INSTRUCTIONS TO FOLLOW: Whenever the word "length" shows up in a line of the data, copy that line.
+-------+
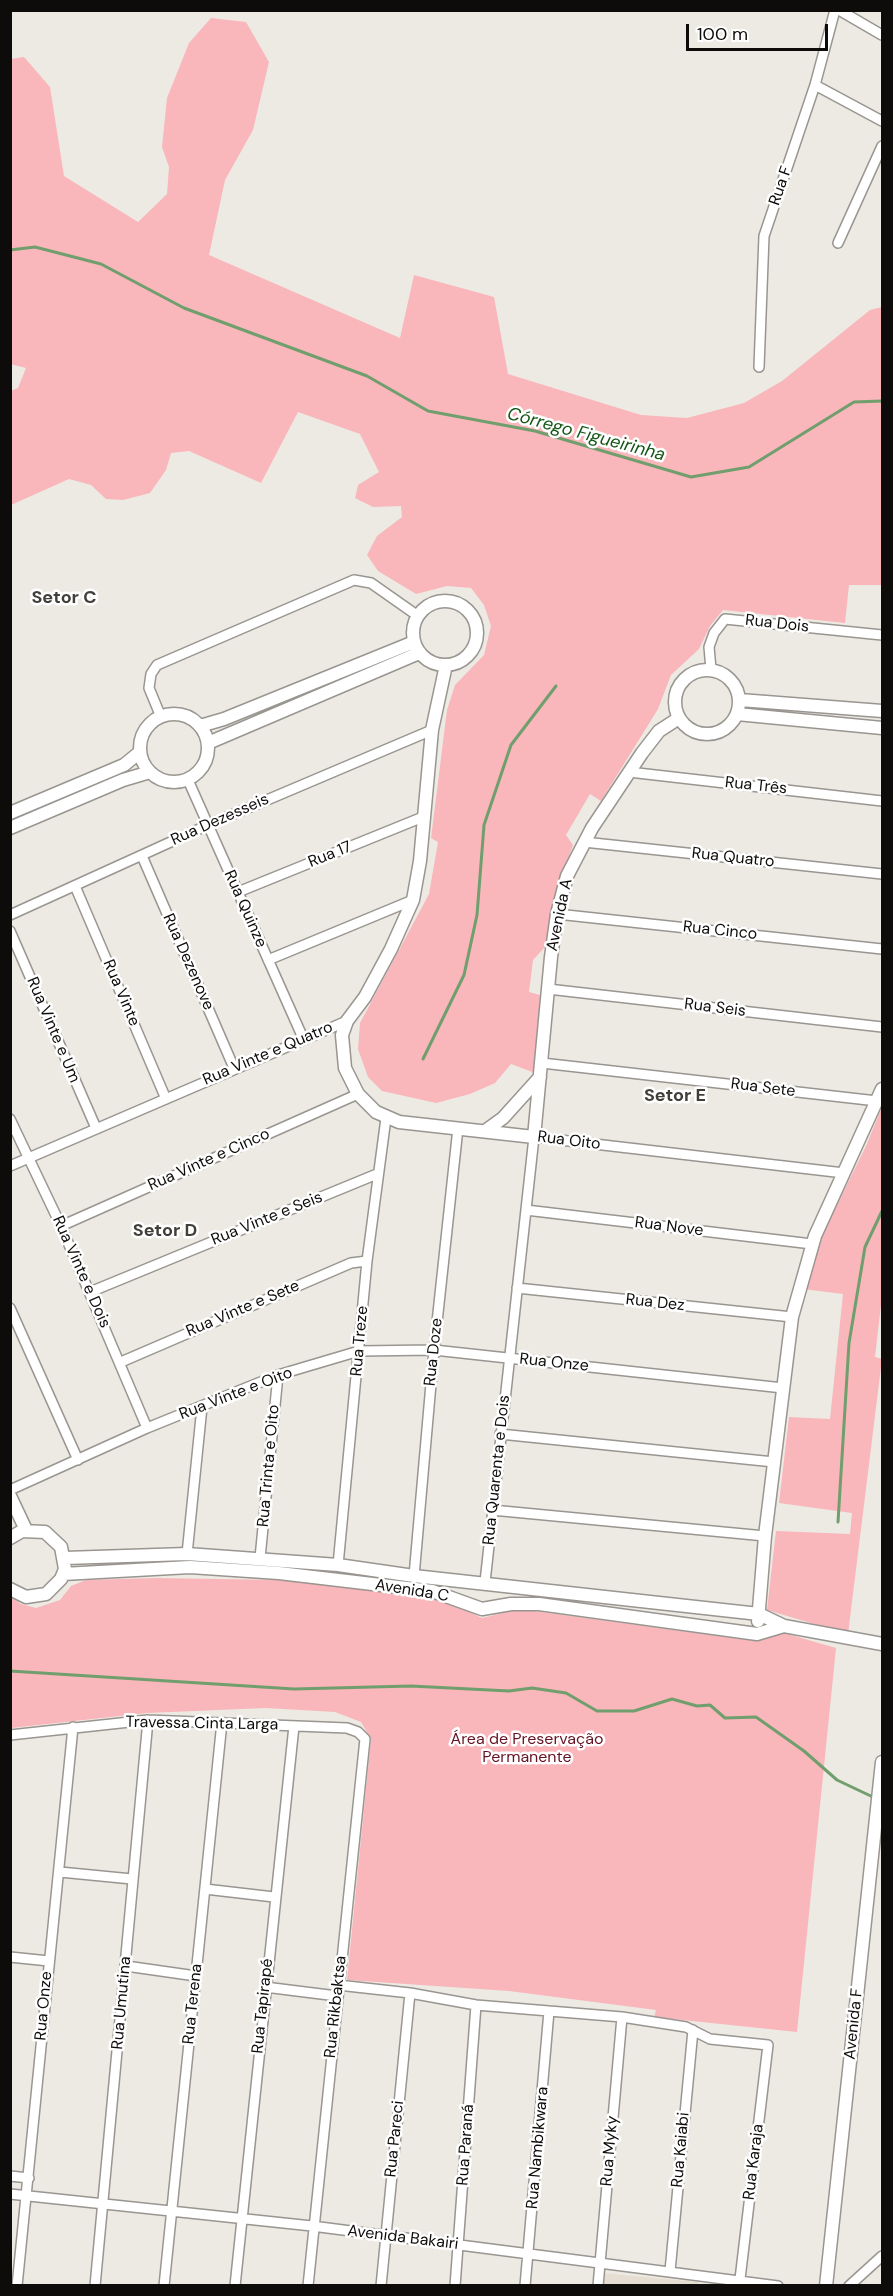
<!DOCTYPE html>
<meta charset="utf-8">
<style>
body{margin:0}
#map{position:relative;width:893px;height:2296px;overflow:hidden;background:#edeae4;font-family:"DM Sans",sans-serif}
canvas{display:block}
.frame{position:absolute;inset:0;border:12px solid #0d0c0a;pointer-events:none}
.scale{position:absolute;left:686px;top:24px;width:142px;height:27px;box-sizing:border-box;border:3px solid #0d0c0a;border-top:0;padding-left:8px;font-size:18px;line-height:21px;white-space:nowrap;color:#0d0c0a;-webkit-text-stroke:4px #fff;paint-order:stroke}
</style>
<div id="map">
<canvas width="893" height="2296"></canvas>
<div class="frame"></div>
<div class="scale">100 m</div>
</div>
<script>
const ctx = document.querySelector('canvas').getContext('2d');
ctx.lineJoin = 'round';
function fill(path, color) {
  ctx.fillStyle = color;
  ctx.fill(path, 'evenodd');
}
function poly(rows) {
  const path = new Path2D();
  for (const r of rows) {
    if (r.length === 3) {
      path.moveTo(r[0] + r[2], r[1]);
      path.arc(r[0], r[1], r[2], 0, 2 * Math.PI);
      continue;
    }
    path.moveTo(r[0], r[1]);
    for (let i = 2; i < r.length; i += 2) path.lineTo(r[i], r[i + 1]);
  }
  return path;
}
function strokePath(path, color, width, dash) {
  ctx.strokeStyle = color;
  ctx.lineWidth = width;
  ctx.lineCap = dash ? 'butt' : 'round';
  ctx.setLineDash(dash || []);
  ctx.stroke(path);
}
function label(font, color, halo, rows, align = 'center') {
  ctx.font = font + ' "DM Sans",sans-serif';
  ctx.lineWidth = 5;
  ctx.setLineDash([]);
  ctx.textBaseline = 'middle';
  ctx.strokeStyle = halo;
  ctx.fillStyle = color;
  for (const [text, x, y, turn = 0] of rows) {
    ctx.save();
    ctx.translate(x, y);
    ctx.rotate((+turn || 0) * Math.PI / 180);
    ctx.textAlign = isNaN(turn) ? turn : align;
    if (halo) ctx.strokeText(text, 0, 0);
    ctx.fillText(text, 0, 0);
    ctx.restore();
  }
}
const built = poly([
 [602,2273,698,2282,700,2285,601,2286]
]);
const green = poly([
 [211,18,246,22,269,62,253,130,225,180,209,255,400,338,414,275,494,297,508,374,641,415,687,418,744,403,782,381,870,310,882,307,881,585,849,585,845,623,723,610,710,626,699,649,671,675,658,709,601,801,590,794,566,835,573,845,552,906,545,947,533,960,529,992,540,995,535,1073,511,1064,495,1083,470,1094,436,1103,382,1091,368,1077,358,1049,360,1023,429,894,438,842,431,838,447,710,455,685,484,655,491,626,484,605,471,588,447,586,416,594,378,571,367,555,377,536,402,517,401,506,373,507,355,498,358,485,379,472,360,434,298,412,261,483,189,451,171,453,166,470,150,493,123,500,106,499,91,485,69,479,11,505,11,391,18,388,26,368,10,364,11,59,24,57,50,87,64,176,138,222,167,194,169,167,162,147,167,98,189,43],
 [882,1107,882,1296,875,1357,882,1359,848,1634,767,1610,776,1531,850,1534,852,1513,779,1503,789,1417,830,1419,843,1294,803,1289,817,1245,866,1146],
 [157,1578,280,1580,440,1598,482,1618,519,1609,755,1641,784,1633,836,1648,797,2032,654,2017,656,2010,509,1991,347,1980,371,1739,361,1722,335,1712,266,1708,147,1713,11,1728,11,1597,21,1604,36,1608,60,1600,71,1586,86,1580]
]);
const stream = poly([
 [10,250,35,247,101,264,184,308,367,376,428,411,535,431,691,477,749,467,854,402,882,401],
 [423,1059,464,975,477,915,484,825,511,745,556,686],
 [838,1522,849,1343,865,1247,882,1211],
 [10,1671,294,1689,411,1686,509,1691,532,1688,566,1693,597,1711,634,1711,672,1699,697,1706,710,1705,725,1718,756,1717,804,1751,837,1780,875,1798]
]);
const street = poly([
 [839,10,882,35],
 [815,85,882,121],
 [838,243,882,146],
 [759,367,764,236,815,85,835,10],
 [711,669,709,647,714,633,725,619,882,635],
 [161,717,149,688,151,674,157,665,354,580,371,583,418,616],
 [629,772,882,801],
 [188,780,303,1038],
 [584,842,882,874],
 [142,856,234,1068],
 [75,886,166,1099],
 [238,892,423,817],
 [557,914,882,949],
 [10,915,208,825,432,730],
 [10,931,96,1128],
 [268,960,413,900],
 [548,989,882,1027],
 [542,1063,877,1101],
 [10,1119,61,1226,147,1428],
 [10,1166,347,1021],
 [526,1210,812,1244],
 [61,1226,358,1094],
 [517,1288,792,1317],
 [90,1292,377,1174],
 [10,1308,78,1460],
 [121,1362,351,1263,367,1261],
 [500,1434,774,1462],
 [10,1490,147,1428,278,1375,359,1351,434,1350,783,1388],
 [492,1510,765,1536],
 [187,1554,202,1407],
 [260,1558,278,1375],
 [338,1565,367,1261,386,1118],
 [414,1576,434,1350,458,1128],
 [485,1582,534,1137,844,1173],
 [10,1735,148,1720,347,1728,358,1732,365,1739,308,2286],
 [60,1872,132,1879],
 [205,1889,274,1897],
 [10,1957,49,1961],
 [126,1966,196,1976],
 [338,1985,410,1993,476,2005,622,2017,686,2027,710,2039,768,2045,740,2279],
 [265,1987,337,1996],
 [10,2176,29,2178],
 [10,2194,312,2226,778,2286],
 [670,2271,693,2030],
 [17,2286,73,1727],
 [95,2286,148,1720],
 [164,2286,222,1722],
 [235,2286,294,1726],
 [381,2286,410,1993],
 [455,2286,476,2005],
 [525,2286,549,2011],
 [598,2286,622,2017],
 [849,2286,882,2256]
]);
const secondary = poly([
 [445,633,32],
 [446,665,432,730,420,861,413,900,391,949,365,997,347,1021,342,1035,345,1068,358,1094,376,1112,399,1122,534,1137,551,957,557,914,567,876,592,828,642,753,659,731,679,718],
 [707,702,32],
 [740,700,882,711],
 [737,714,882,728],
 [174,748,34],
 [200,726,224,719,414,642],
 [208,743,419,653],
 [10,813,124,765,140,752],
 [10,828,123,780,150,772],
 [485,1131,503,1118,540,1077],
 [10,1496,26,1530],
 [10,1538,22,1531,45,1532,61,1547,65,1569,61,1579,46,1594,26,1597,10,1589],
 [65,1558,187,1554,338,1565,414,1576,759,1614,784,1626,882,1644],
 [63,1574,190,1567,279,1573,432,1591,482,1609,511,1604,539,1604,757,1634,784,1626],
 [758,1621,765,1536,792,1317,815,1236,882,1089],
 [826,2286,882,1762]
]);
const streetNames = [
 ["Rua F",781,186,-71],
 ["Rua Dois",777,624,6],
 ["Rua Três",756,786,6],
 ["Rua Dezesseis",220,820,-24],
 ["Rua 17",330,855,-22],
 ["Rua Quatro",733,858,6],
 ["Rua Quinze",245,909,66],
 ["Avenida A",560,915,-78],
 ["Rua Cinco",720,931,6],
 ["Rua Dezenove",188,962,66],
 ["Rua Vinte",121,993,67],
 ["Rua Seis",715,1008,7],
 ["Rua Vinte e Um",53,1030,67],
 ["Rua Vinte e Quatro",268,1054,-23],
 ["Rua Sete",763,1088,7],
 ["Rua Oito",569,1141,7],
 ["Rua Vinte e Cinco",209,1160,-24],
 ["Rua Vinte e Seis",267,1219,-22],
 ["Rua Nove",669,1227,7],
 ["Rua Vinte e Dois",81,1272,66],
 ["Rua Dez",655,1303,6],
 ["Rua Vinte e Sete",243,1309,-23],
 ["Rua Treze",360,1341,-85],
 ["Rua Doze",434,1352,-84],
 ["Rua Onze",554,1363,6],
 ["Rua Vinte e Oito",236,1394,-21],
 ["Rua Trinta e Oito",269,1466,-85],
 ["Rua Quarenta e Dois",497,1470,-84],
 ["Avenida C",412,1591,9],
 ["Travessa Cinta Larga",202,1724,1],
 ["Rua Umutina",122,2003,-85],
 ["Rua Terena",193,2004,-84],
 ["Rua Onze",44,2006,-85],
 ["Rua Tapirapé",263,2006,-84],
 ["Rua Rikbaktsa",336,2007,-84],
 ["Avenida F",854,2024,-84],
 ["Rua Pareci",395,2139,-84],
 ["Rua Paraná",466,2145,-86],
 ["Rua Nambikwara",538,2148,-85],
 ["Rua Kaiabi",681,2150,-85],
 ["Rua Myky",610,2151,-85],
 ["Rua Karaja",754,2162,-83],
 ["Avenida Bakairi",403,2238,7]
];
const parkNames = [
 ["Área de Preservação",527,1740],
 ["Permanente",527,1758]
];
const waterNames = [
 ["Córrego Figueirinha",586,435,15]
];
const neighbourhoodNames = [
 ["Setor C",64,598],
 ["Setor E",675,1096],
 ["Setor D",165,1231]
];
fill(built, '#e6ded2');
fill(green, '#f9b6bb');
strokePath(stream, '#709e6d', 3);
strokePath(street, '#999590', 12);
strokePath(secondary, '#999590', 15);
strokePath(street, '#fff', 9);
strokePath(secondary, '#fff', 12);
label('16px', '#0d0c0a', '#fff', streetNames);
label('16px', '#651225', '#fff', parkNames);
label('italic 18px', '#135514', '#fff', waterNames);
label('bold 18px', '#423f3b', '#fff', neighbourhoodNames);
</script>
+-------+
RESPONSE BOX:
    if (r.length === 3) {
    for (let i = 2; i < r.length; i += 2) path.lineTo(r[i], r[i + 1]);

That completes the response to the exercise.